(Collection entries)
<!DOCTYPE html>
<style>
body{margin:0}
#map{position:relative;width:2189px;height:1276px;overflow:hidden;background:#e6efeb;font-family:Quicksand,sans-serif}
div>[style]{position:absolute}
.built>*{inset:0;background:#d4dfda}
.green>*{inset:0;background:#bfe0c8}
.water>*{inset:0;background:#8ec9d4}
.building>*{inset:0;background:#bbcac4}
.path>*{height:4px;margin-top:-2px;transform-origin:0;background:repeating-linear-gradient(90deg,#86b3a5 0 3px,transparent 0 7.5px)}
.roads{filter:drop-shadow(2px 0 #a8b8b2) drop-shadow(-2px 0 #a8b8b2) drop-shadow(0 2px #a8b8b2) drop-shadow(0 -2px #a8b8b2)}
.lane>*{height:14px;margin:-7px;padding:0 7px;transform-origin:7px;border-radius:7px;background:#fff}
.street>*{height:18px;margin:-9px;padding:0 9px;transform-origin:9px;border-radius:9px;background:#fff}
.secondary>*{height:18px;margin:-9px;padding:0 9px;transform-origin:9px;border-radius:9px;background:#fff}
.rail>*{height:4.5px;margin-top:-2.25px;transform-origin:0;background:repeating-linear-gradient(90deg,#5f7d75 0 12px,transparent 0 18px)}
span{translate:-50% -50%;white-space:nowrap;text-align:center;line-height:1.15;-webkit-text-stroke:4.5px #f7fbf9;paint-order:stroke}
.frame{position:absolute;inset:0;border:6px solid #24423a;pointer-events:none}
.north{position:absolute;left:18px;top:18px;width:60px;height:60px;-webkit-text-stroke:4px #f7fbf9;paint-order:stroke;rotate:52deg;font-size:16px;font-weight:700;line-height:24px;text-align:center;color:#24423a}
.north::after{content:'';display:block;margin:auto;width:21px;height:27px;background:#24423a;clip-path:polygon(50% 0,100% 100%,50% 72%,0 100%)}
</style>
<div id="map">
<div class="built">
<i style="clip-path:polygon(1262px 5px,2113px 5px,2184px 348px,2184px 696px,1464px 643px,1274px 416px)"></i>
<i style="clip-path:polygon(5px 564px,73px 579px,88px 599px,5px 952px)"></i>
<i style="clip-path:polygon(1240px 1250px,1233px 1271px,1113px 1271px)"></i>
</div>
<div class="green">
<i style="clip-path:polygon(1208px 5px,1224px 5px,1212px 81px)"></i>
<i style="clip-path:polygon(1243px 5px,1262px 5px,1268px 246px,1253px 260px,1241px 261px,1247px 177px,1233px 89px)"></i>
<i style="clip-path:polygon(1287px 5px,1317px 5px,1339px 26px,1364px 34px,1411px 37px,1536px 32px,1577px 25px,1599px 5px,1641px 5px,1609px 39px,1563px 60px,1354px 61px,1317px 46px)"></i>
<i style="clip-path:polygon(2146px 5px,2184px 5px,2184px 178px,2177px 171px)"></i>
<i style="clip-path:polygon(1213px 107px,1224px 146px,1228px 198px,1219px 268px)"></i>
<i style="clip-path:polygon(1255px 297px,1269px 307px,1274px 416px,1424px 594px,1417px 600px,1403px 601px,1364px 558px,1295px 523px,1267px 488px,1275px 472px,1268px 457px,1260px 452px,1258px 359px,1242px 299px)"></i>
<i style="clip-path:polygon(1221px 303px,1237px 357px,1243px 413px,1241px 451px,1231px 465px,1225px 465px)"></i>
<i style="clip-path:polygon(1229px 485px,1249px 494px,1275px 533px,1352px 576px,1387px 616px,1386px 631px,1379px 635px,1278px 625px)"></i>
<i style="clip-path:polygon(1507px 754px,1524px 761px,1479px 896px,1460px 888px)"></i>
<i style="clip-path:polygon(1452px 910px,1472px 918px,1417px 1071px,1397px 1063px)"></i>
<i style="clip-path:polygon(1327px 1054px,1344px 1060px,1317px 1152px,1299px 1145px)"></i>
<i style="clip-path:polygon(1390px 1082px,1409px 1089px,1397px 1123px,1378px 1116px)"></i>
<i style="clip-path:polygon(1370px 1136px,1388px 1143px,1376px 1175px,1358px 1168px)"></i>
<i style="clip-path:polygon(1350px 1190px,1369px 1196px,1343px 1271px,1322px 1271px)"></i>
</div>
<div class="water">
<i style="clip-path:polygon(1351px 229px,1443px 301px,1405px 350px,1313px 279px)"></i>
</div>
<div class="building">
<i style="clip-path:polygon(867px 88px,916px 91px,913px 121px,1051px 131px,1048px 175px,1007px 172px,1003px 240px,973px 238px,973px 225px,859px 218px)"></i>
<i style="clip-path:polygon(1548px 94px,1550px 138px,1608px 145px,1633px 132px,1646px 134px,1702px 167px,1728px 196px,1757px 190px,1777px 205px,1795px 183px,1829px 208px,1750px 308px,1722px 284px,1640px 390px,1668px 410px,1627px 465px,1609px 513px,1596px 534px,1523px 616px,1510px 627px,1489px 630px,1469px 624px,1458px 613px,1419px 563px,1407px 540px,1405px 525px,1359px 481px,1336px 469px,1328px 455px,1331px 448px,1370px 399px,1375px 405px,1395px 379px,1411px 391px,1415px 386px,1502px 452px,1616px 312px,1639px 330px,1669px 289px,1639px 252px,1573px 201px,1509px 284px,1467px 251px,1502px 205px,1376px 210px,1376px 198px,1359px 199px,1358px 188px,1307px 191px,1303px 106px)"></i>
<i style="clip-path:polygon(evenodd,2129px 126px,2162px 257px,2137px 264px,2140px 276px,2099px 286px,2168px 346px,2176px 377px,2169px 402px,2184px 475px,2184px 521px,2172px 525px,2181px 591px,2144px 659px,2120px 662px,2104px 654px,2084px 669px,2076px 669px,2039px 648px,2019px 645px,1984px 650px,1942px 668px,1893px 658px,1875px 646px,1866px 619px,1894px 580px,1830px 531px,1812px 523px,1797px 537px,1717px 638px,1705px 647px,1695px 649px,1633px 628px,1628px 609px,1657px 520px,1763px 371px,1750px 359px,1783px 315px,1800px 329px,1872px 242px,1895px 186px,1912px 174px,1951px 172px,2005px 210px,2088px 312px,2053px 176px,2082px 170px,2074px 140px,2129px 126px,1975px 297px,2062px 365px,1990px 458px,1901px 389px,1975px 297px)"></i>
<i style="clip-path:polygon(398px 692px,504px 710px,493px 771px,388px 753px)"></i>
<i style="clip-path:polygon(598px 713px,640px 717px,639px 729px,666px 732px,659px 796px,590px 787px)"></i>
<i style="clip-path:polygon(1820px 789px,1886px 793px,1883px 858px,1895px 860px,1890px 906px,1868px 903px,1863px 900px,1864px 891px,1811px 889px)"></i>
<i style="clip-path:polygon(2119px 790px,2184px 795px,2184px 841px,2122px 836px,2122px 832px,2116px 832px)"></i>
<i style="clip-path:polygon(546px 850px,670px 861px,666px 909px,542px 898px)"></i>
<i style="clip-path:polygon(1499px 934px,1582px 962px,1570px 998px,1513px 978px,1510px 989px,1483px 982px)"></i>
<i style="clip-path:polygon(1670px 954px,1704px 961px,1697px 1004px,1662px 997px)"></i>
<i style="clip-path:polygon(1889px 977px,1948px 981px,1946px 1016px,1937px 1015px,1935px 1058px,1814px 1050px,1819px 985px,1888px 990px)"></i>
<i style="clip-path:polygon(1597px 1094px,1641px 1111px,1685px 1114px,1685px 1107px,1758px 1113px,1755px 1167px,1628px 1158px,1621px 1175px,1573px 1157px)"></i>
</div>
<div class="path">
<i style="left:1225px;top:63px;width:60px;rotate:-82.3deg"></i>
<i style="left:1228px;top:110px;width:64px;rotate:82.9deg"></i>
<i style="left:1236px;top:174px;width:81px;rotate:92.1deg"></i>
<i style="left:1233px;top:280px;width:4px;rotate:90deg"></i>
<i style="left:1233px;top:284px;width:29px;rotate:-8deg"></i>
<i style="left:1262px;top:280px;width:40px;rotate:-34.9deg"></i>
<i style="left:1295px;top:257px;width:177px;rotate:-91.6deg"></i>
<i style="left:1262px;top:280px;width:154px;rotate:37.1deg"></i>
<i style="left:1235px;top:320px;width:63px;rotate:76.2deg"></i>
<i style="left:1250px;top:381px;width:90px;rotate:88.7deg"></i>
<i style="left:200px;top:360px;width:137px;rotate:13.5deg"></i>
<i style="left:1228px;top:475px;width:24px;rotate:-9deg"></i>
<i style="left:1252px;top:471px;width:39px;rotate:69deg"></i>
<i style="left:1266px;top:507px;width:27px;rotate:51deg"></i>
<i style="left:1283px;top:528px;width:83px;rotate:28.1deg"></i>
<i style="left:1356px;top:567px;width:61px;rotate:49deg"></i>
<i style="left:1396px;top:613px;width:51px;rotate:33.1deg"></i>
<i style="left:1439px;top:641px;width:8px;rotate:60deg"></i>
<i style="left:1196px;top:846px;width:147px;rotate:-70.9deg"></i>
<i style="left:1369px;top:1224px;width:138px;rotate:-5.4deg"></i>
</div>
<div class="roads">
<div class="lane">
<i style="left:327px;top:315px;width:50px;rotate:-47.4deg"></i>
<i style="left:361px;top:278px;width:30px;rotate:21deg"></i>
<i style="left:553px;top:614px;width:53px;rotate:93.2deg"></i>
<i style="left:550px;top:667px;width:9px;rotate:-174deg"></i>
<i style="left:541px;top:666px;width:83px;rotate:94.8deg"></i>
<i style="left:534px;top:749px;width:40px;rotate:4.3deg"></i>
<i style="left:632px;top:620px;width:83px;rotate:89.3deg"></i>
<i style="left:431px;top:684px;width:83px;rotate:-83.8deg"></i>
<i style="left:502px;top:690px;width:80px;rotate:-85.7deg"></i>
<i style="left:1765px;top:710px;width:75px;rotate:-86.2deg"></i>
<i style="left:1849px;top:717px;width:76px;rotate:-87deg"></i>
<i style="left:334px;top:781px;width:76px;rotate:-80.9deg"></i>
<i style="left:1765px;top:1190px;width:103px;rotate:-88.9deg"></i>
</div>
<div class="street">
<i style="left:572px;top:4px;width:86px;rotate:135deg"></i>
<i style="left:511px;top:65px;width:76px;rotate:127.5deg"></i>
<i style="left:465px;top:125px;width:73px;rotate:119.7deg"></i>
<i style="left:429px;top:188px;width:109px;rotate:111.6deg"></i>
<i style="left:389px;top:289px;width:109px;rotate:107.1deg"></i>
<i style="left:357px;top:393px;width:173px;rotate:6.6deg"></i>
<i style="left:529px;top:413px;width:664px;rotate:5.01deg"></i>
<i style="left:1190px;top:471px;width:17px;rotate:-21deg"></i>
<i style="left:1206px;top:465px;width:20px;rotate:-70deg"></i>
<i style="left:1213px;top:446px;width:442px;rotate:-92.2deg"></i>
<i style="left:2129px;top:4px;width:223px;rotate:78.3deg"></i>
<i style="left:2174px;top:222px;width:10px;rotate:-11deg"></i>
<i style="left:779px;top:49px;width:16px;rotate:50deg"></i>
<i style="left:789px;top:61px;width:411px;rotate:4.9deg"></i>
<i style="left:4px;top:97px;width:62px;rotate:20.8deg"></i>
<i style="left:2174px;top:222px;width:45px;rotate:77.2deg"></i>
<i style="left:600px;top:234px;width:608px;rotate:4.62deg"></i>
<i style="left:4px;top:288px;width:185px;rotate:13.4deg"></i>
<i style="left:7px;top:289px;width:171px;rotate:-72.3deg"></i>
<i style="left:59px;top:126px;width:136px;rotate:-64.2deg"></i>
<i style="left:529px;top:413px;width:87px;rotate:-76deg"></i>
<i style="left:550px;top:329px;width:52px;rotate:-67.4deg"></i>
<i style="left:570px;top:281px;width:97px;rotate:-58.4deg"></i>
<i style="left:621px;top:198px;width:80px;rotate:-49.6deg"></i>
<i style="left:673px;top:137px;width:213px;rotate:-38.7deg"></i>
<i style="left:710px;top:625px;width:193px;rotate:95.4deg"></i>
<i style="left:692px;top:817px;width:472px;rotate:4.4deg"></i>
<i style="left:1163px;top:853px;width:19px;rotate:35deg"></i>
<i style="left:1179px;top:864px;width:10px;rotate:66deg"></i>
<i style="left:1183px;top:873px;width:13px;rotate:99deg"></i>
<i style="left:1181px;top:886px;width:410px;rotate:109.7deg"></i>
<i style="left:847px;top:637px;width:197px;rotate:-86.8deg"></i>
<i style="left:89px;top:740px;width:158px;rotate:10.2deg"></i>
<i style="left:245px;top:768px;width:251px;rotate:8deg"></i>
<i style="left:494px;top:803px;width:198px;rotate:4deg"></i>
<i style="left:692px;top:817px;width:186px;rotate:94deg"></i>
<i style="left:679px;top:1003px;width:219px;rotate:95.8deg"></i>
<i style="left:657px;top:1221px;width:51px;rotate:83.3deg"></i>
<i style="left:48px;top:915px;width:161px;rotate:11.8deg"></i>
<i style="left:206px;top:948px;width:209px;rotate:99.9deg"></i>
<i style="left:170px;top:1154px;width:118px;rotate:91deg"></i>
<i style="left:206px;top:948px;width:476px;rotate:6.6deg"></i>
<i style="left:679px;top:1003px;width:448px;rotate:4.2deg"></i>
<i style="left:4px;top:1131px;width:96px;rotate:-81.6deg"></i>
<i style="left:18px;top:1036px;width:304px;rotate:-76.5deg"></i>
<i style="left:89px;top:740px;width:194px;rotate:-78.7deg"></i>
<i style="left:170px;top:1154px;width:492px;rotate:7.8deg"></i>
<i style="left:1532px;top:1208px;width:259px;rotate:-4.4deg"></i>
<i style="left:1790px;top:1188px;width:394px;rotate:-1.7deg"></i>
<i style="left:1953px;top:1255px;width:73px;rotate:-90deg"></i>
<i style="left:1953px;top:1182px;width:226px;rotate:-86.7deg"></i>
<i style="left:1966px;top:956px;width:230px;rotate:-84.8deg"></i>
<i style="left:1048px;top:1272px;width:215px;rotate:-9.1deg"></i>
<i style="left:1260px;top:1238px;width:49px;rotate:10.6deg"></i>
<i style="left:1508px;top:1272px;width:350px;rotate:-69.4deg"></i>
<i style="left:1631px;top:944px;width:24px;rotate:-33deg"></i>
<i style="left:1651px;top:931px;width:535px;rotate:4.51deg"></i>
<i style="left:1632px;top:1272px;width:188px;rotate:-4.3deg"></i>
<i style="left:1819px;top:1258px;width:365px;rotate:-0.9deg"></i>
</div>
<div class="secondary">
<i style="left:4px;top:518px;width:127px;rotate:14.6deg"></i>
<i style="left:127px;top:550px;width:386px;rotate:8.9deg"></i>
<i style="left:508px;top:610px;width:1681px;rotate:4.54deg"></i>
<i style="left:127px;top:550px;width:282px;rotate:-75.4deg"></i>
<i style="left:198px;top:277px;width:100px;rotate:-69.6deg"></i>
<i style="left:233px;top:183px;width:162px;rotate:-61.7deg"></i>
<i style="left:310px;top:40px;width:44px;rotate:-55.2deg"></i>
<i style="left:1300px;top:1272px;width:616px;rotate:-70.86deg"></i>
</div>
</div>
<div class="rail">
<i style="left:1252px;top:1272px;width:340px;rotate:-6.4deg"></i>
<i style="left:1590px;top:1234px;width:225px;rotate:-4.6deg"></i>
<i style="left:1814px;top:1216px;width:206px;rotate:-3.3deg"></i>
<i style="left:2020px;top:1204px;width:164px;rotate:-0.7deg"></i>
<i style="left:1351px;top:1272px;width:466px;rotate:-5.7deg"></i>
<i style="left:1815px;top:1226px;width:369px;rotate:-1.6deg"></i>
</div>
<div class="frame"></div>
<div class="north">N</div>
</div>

WHAT YOU ARE ASKED TO DO: On how many lines above does the word "lane" appear? Answer with that figure only.

OUTPUT OF THE EXERCISE: 2